* Work task:
Although pictures appear in the data, the answer should contain only the lines from its start through the line with "const poly = rows", written out exactly.

[Stored items]
^^^^^^^^^^^^^^^^

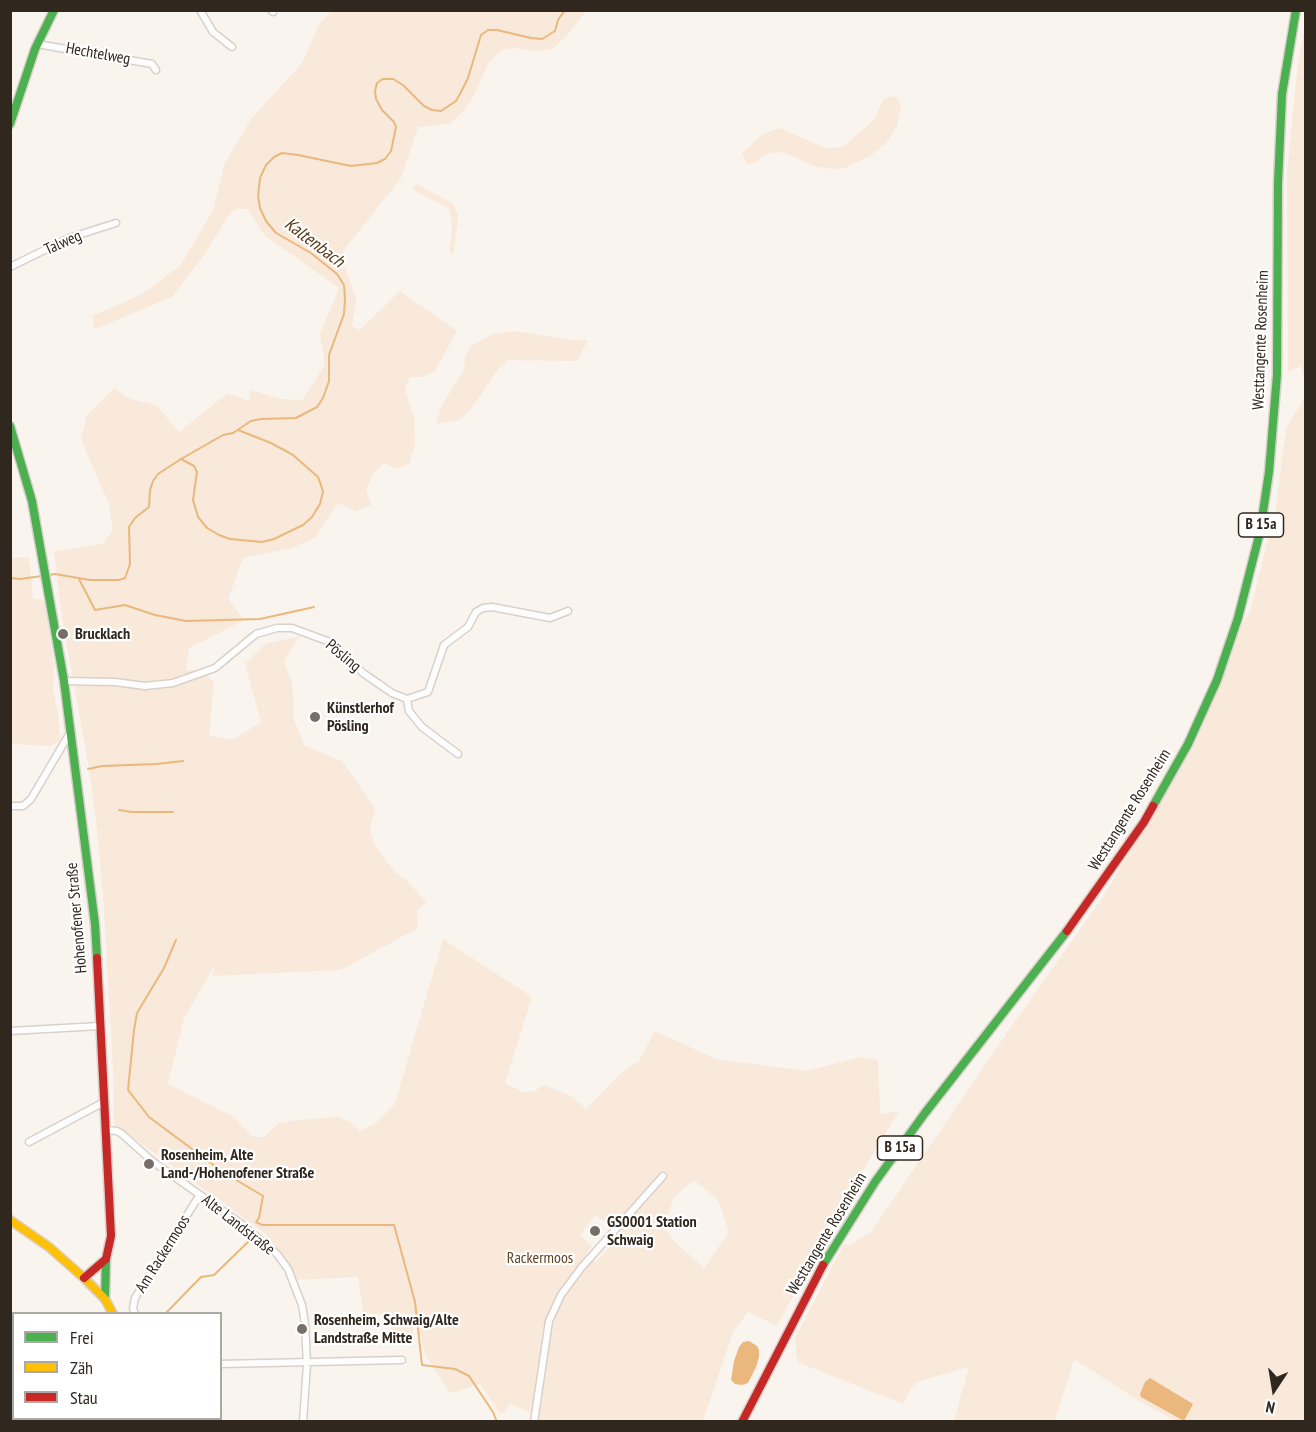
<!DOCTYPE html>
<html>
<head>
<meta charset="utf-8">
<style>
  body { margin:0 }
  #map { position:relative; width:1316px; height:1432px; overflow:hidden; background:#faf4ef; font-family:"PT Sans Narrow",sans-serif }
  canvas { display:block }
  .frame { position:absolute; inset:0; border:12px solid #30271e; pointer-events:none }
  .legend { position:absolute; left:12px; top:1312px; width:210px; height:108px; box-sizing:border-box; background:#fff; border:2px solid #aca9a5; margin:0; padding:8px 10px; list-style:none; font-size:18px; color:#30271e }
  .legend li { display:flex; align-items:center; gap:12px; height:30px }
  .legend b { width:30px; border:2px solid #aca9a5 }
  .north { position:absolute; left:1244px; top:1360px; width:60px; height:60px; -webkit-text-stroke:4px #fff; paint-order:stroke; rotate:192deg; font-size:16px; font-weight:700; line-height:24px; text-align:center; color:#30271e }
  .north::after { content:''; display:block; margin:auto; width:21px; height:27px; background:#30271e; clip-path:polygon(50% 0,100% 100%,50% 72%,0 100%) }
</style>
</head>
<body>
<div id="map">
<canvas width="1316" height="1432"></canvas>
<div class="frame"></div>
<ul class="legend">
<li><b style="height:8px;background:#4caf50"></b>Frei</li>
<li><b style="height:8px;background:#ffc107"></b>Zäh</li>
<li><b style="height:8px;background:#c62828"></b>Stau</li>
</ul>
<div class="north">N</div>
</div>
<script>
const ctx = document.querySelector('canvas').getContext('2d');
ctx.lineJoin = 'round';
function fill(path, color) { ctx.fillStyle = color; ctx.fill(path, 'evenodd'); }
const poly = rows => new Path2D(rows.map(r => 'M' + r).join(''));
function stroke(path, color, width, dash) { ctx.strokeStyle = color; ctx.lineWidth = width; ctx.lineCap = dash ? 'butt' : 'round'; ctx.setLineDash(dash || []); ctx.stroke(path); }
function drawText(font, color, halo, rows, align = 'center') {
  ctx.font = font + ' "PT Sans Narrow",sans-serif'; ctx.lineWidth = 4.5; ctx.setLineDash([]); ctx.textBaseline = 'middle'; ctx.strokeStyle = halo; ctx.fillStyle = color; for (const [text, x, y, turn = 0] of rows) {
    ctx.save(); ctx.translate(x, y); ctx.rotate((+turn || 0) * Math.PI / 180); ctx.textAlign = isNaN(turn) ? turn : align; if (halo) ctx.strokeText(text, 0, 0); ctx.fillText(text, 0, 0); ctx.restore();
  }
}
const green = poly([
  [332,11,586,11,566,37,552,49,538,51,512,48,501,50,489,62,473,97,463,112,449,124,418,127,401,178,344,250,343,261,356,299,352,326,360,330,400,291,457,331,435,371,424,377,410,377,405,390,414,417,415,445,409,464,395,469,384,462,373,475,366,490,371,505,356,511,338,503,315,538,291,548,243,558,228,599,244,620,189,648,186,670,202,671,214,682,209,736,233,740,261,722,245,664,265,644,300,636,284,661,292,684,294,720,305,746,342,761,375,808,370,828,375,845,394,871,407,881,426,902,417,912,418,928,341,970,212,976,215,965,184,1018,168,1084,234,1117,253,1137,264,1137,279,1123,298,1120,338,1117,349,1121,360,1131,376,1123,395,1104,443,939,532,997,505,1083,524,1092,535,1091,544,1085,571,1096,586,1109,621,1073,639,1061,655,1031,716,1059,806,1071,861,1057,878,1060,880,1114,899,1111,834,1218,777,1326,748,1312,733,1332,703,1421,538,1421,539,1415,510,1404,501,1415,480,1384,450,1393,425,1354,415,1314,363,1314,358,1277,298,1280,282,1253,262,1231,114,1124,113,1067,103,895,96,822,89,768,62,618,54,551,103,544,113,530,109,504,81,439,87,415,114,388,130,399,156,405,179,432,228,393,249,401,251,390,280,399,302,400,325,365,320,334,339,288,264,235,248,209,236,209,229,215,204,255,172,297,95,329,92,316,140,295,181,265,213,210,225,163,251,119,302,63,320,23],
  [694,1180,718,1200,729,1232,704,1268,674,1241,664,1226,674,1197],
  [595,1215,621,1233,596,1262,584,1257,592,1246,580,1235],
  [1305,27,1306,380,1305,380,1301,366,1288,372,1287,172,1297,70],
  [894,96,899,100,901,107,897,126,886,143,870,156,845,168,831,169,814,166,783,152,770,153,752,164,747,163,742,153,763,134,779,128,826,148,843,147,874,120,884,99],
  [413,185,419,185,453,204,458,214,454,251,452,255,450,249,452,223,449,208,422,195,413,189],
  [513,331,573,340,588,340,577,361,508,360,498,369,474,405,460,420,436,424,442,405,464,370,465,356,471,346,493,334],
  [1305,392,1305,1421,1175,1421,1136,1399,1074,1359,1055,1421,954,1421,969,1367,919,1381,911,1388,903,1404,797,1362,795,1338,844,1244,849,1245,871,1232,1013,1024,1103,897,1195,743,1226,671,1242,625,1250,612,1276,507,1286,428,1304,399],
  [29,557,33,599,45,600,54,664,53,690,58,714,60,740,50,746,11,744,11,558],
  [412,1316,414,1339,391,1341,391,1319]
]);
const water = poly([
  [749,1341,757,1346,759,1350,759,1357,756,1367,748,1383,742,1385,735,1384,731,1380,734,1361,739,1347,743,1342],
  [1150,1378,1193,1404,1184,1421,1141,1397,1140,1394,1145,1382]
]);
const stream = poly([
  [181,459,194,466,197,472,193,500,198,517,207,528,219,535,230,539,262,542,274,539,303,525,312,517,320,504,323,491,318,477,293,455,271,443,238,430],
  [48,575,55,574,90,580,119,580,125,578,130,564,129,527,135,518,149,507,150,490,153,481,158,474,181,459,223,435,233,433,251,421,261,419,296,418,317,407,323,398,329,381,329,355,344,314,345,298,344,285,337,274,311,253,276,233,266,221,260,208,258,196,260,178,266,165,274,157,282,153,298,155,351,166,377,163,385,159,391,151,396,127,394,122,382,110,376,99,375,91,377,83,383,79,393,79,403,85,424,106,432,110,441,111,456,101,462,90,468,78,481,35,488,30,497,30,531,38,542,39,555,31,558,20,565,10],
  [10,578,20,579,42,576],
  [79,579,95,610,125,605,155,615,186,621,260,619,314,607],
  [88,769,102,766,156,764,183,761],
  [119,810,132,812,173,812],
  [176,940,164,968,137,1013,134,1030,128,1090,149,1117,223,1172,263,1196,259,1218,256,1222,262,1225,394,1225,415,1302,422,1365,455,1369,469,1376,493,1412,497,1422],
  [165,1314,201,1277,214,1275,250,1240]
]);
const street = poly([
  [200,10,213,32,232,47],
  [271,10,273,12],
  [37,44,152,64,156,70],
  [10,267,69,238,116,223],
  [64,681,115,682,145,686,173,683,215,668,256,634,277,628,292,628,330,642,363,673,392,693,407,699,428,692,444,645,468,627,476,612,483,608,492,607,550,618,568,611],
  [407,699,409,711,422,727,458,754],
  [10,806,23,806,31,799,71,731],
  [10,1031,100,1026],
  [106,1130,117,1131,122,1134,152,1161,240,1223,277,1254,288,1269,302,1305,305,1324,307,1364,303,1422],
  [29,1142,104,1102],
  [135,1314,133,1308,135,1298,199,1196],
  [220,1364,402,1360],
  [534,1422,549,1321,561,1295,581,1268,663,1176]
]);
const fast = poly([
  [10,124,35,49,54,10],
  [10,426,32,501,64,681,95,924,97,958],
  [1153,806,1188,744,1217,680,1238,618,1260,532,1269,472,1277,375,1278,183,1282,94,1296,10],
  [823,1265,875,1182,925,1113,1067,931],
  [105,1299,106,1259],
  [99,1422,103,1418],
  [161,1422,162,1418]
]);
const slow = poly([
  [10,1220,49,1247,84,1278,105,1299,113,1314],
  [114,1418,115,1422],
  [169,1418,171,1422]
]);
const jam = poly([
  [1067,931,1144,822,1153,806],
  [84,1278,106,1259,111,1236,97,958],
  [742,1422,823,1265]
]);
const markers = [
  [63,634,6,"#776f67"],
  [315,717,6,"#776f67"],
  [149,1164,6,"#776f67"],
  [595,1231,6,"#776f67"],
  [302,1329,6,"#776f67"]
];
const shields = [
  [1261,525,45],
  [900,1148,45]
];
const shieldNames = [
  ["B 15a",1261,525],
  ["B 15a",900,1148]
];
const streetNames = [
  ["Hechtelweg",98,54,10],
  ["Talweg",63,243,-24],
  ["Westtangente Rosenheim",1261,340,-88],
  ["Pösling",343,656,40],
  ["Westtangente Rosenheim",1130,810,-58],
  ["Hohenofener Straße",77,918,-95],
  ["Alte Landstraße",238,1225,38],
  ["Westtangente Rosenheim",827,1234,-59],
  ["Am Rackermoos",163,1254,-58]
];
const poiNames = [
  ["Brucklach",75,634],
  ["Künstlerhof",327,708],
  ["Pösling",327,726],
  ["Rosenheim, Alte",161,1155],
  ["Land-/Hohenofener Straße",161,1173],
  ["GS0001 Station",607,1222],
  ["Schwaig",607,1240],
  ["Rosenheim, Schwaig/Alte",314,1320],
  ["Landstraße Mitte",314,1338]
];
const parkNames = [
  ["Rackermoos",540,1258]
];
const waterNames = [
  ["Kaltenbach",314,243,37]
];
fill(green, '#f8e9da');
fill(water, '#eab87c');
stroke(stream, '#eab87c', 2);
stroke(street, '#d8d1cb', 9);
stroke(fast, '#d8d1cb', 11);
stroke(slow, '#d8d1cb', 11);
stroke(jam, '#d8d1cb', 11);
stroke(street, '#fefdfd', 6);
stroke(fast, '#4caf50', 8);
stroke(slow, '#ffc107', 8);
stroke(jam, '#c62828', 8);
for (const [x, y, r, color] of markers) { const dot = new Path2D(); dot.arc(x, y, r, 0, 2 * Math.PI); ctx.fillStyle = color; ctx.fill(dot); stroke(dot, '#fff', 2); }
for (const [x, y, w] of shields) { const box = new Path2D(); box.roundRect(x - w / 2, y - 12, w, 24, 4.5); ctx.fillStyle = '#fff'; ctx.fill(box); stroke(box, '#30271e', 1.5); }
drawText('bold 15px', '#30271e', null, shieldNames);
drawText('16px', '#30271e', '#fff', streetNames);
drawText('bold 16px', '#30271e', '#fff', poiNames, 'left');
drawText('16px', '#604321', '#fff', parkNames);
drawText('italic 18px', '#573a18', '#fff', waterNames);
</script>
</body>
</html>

^^^^^^^^^^^^^^^^

* Answer:
<!DOCTYPE html>
<html>
<head>
<meta charset="utf-8">
<style>
  body { margin:0 }
  #map { position:relative; width:1316px; height:1432px; overflow:hidden; background:#faf4ef; font-family:"PT Sans Narrow",sans-serif }
  canvas { display:block }
  .frame { position:absolute; inset:0; border:12px solid #30271e; pointer-events:none }
  .legend { position:absolute; left:12px; top:1312px; width:210px; height:108px; box-sizing:border-box; background:#fff; border:2px solid #aca9a5; margin:0; padding:8px 10px; list-style:none; font-size:18px; color:#30271e }
  .legend li { display:flex; align-items:center; gap:12px; height:30px }
  .legend b { width:30px; border:2px solid #aca9a5 }
  .north { position:absolute; left:1244px; top:1360px; width:60px; height:60px; -webkit-text-stroke:4px #fff; paint-order:stroke; rotate:192deg; font-size:16px; font-weight:700; line-height:24px; text-align:center; color:#30271e }
  .north::after { content:''; display:block; margin:auto; width:21px; height:27px; background:#30271e; clip-path:polygon(50% 0,100% 100%,50% 72%,0 100%) }
</style>
</head>
<body>
<div id="map">
<canvas width="1316" height="1432"></canvas>
<div class="frame"></div>
<ul class="legend">
<li><b style="height:8px;background:#4caf50"></b>Frei</li>
<li><b style="height:8px;background:#ffc107"></b>Zäh</li>
<li><b style="height:8px;background:#c62828"></b>Stau</li>
</ul>
<div class="north">N</div>
</div>
<script>
const ctx = document.querySelector('canvas').getContext('2d');
ctx.lineJoin = 'round';
function fill(path, color) { ctx.fillStyle = color; ctx.fill(path, 'evenodd'); }
const poly = rows => new Path2D(rows.map(r => 'M' + r).join(''));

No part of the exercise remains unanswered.